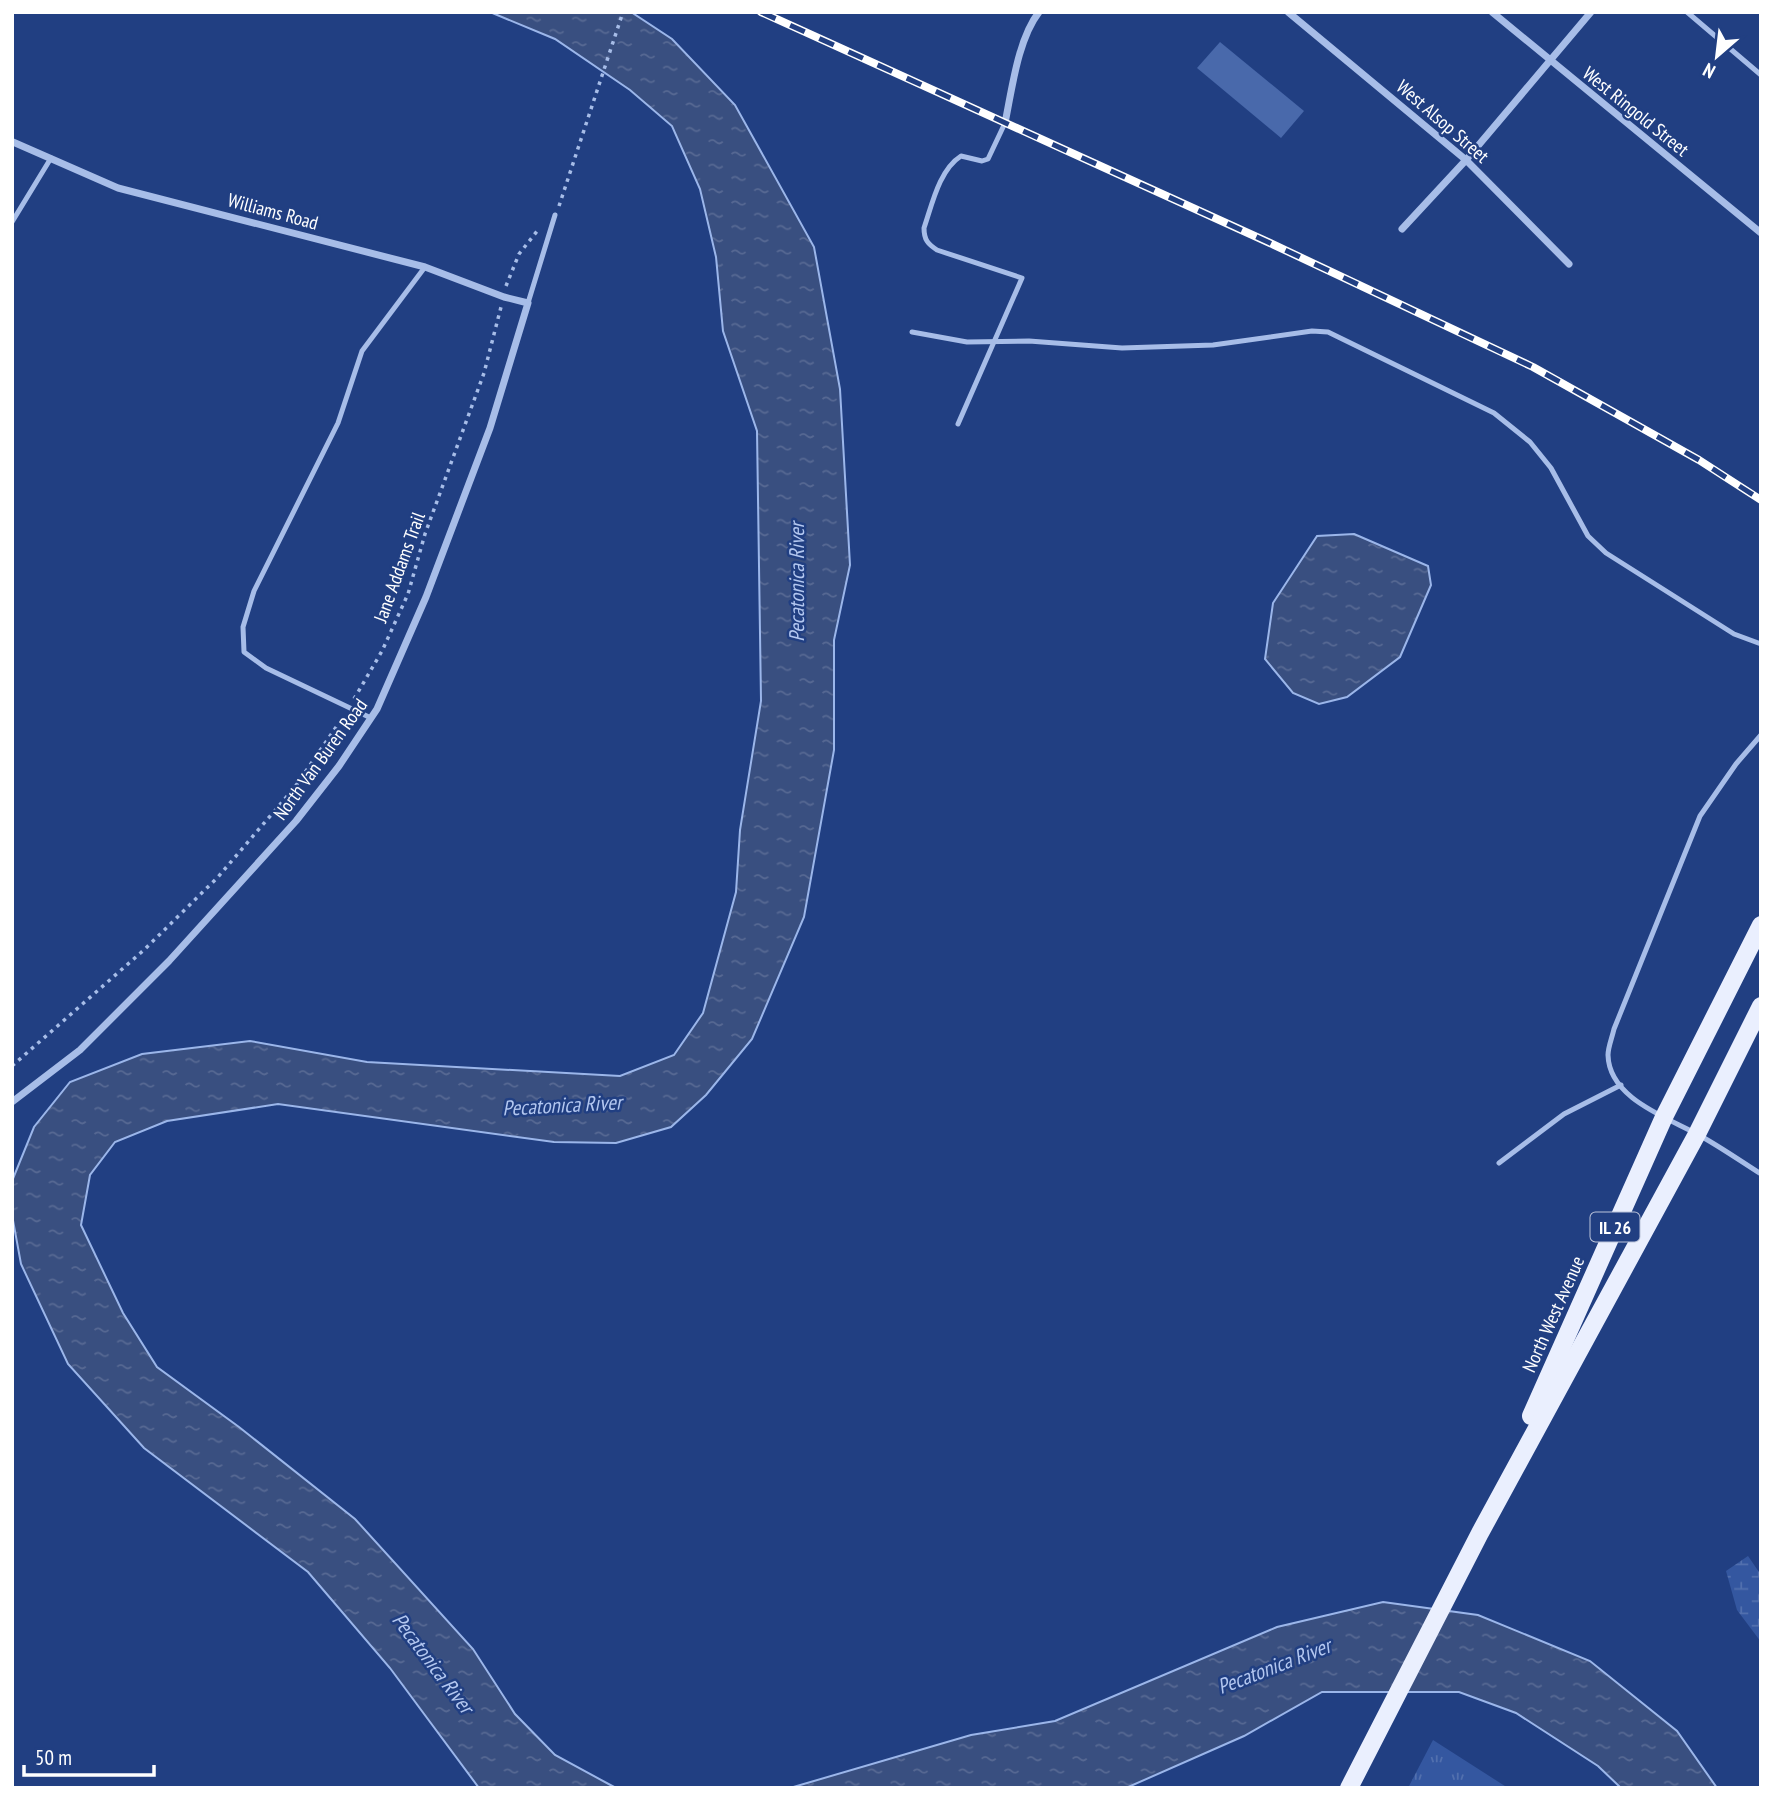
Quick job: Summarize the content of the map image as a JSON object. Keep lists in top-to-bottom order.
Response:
{
  "streets": {
    "main road": ["IL 26", "North West Avenue"],
    "street": [
      "West Ringold Street",
      "West Alsop Street",
      "Williams Road",
      "North Van Buren Road"
    ],
    "path": ["Jane Addams Trail"]
  },
  "crossings": [
    ["Williams Road", "Jane Addams Trail"],
    ["Williams Road", "North Van Buren Road"]
  ],
  "water": ["Pecatonica River"],
  "scale_bar": "50 m",
  "north": "bottom left"
}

§

PROBLEM. The expected result is every record above, word for word, with no pictures in it.

WRITTEN SOLUTION.
Quick job: Summarize the content of the map image as a JSON object. Keep lists in top-to-bottom order.
Response:
{
  "streets": {
    "main road": ["IL 26", "North West Avenue"],
    "street": [
      "West Ringold Street",
      "West Alsop Street",
      "Williams Road",
      "North Van Buren Road"
    ],
    "path": ["Jane Addams Trail"]
  },
  "crossings": [
    ["Williams Road", "Jane Addams Trail"],
    ["Williams Road", "North Van Buren Road"]
  ],
  "water": ["Pecatonica River"],
  "scale_bar": "50 m",
  "north": "bottom left"
}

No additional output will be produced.